[Records for the exercise]

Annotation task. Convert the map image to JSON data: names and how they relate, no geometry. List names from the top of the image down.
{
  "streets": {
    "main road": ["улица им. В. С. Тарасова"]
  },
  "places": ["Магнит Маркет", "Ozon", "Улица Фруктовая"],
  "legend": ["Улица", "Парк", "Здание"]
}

[/Records for the exercise]

- What the exercise asks
Return every line of the material above exactly.

- Worked solution
Annotation task. Convert the map image to JSON data: names and how they relate, no geometry. List names from the top of the image down.
{
  "streets": {
    "main road": ["улица им. В. С. Тарасова"]
  },
  "places": ["Магнит Маркет", "Ozon", "Улица Фруктовая"],
  "legend": ["Улица", "Парк", "Здание"]
}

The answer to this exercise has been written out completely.